All’incrocio svolto a sinistra  e scopro che la Samariterstraße è una strada lastricata in pietra d’altri tempi. Gli edifici, alti e dai tetti aguzzi, sono quasi del tutto ricoperti di scritte e murales colorati che sembrano scacciare per un attimo la malinconia suscitata dalla lunga schiera di mura grigie e spoglie. Sì, questa è l’altra Berlino di cui si sente parlare come di una leggenda passata, quella degli edifici rimasti vuoti dopo la riunificazione e in seguito occupati dagli squatters, in cui aveva preso vita, anche se per poco tempo, un progetto di vita condivisa e di iniziative culturali.

Oggi, gli anni delle rivolte e delle occupazioni sono ormai lontani, la maggior parte degli edifici sono stati sgomberati e riportati alla “normalità”. L’aria di questo quartiere è rasserenata, mancano le luci insistenti e le vetrine di lusso dei quartieri più occidentali, ma i piccoli negozi di abbigliamento e i ristoranti etnici sono invitanti e accoglienti. Gli abitanti, per lo più giovani, lo rendono uno dei più ambiti quartieri dai nuovi arrivati, dai nostalgici e da chi si è trasferito a Berlino per trovare un ambiente fertile per la propria creatività e lontano dal caos della metropoli.

Nele abita in uno di questi vecchi palazzi, le suono per farmi aprire il portone e davanti trovo ad attendermi quattro piani, senza ascensore, sulle solite scale di legno malandate e cigolanti.

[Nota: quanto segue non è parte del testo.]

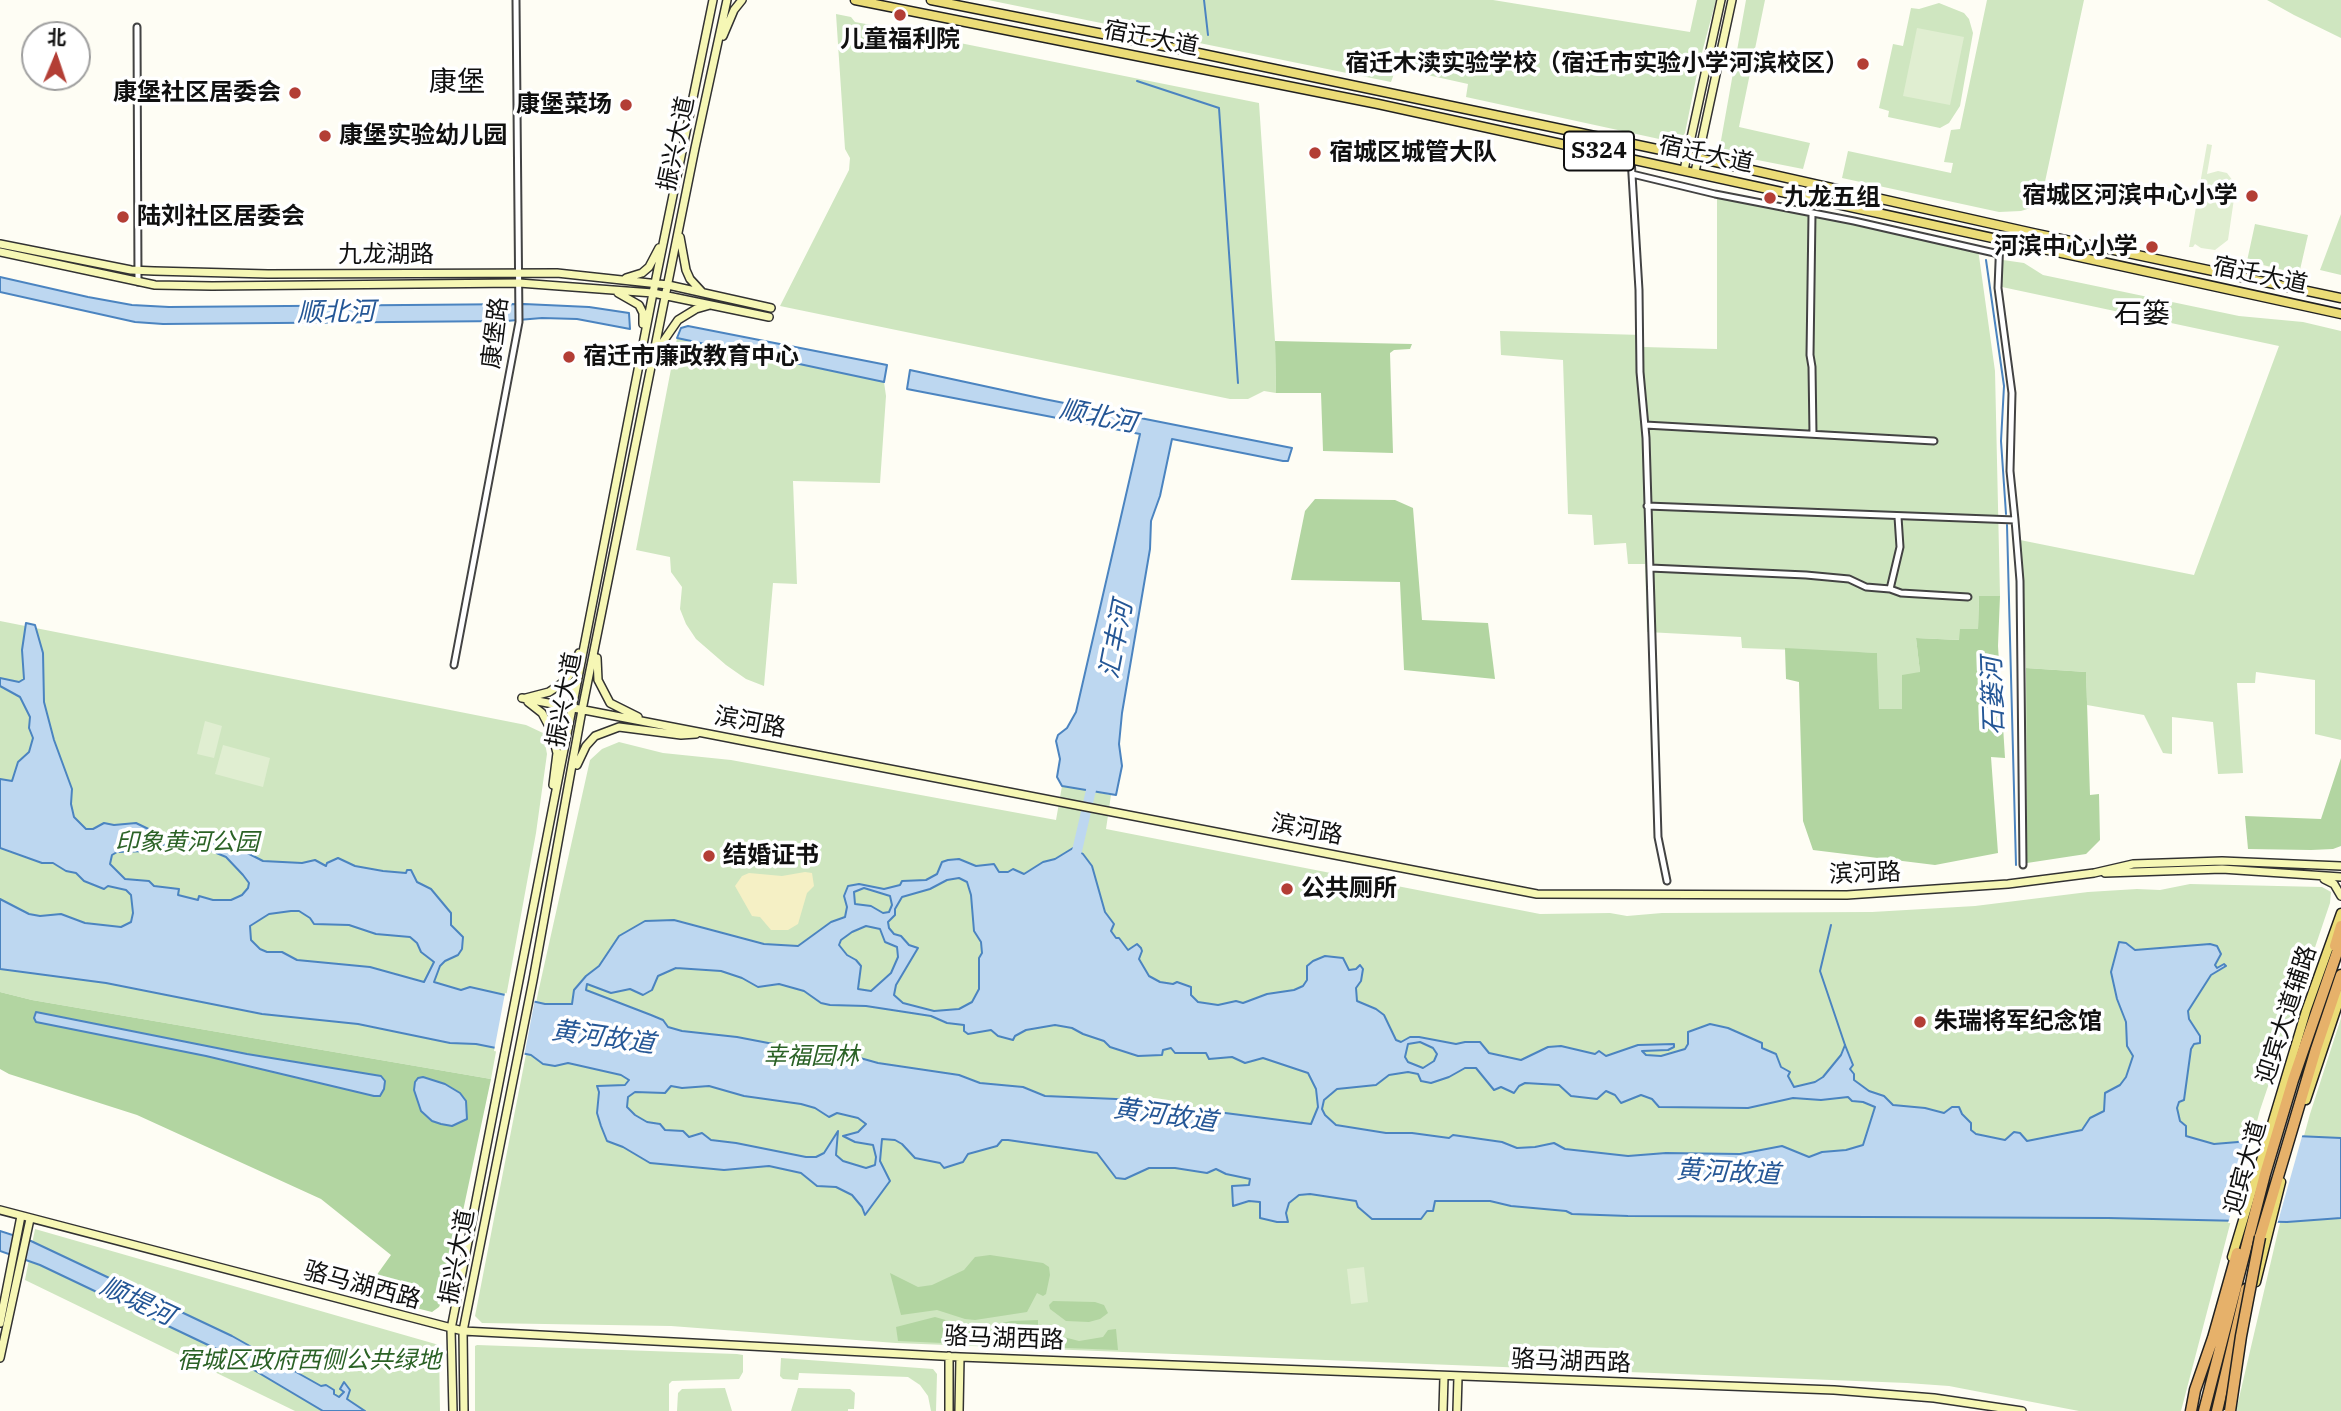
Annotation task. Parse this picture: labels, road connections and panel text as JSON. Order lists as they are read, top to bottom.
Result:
{
  "streets": {
    "highway": ["迎宾大道"],
    "main road": [
      "宿迁大道",
      "振兴大道",
      "S324",
      "九龙湖路",
      "滨河路",
      "迎宾大道辅路",
      "骆马湖西路"
    ],
    "street": ["康堡路"]
  },
  "crossings": [
    ["振兴大道", "九龙湖路"],
    ["振兴大道", "滨河路"],
    ["振兴大道", "骆马湖西路"],
    ["九龙湖路", "康堡路"],
    ["迎宾大道辅路", "迎宾大道"]
  ],
  "districts": ["康堡", "石篓"],
  "water": [
    "顺北河",
    "汇丰河",
    "石篓河",
    "黄河故道",
    "顺堤河"
  ],
  "parks": ["印象黄河公园", "幸福园林", "宿城区政府西侧公共绿地"],
  "places": [
    "儿童福利院",
    "宿迁木渎实验学校（宿迁市实验小学河滨校区）",
    "康堡社区居委会",
    "康堡菜场",
    "康堡实验幼儿园",
    "宿城区城管大队",
    "宿城区河滨中心小学",
    "九龙五组",
    "陆刘社区居委会",
    "河滨中心小学",
    "宿迁市廉政教育中心",
    "结婚证书",
    "公共厕所",
    "朱瑞将军纪念馆"
  ],
  "north": "top"
}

Col poco fiato rimasto in gola ringrazio Nele che mi aspetta sul pianerottolo pieno di cianfrusaglie, prendo il mio meritato dizionario inglese-tedesco e me ne vado.

Cambiando direzione si arriva subito sulla Rigaer Straße, conosciuta dai più come ultimo baluardo delle occupazioni berlinesi e recente luogo di scontro con le autorità per lo sgombero dello storico spazio occupato, Rigaer Straße 94. In realtà, tra un murales e l’altro, su queste strade si vedono soprattutto gruppi di bambini a passeggio con le loro madri e ragazzi.

Davanti agli edifici occupati c’è poca gente ma si sente, a volte, della musica provenire da dentro. Un’immagine dai forti contrasti, dati dall’incontro tra realtà ed età molto diverse che coestistono pacificamente tra loro, nonostante tutto, perché Berlino – come dice Karl Scheffler (1869 – 1951, critico d’arte e pubblicista tedesco) –“è una città condannata per sempre a diventare e mai ad essere”. Su Berlino non si può mai dire niente di certo e definito, perché qui è tutto in continuo movimento.

Lo stesso vale per i Berlinesi, ogni giorno diversi, con un nuovo lavoro, un nuovo hobby, un centinaio di eventi a cui partecipare e la valigia sempre pronta dietro la porta… ma allo stesso tempo con uno stile di vita comunque rilassato, in cui l’ansia per il futuro non ha molto spazio a disposizione.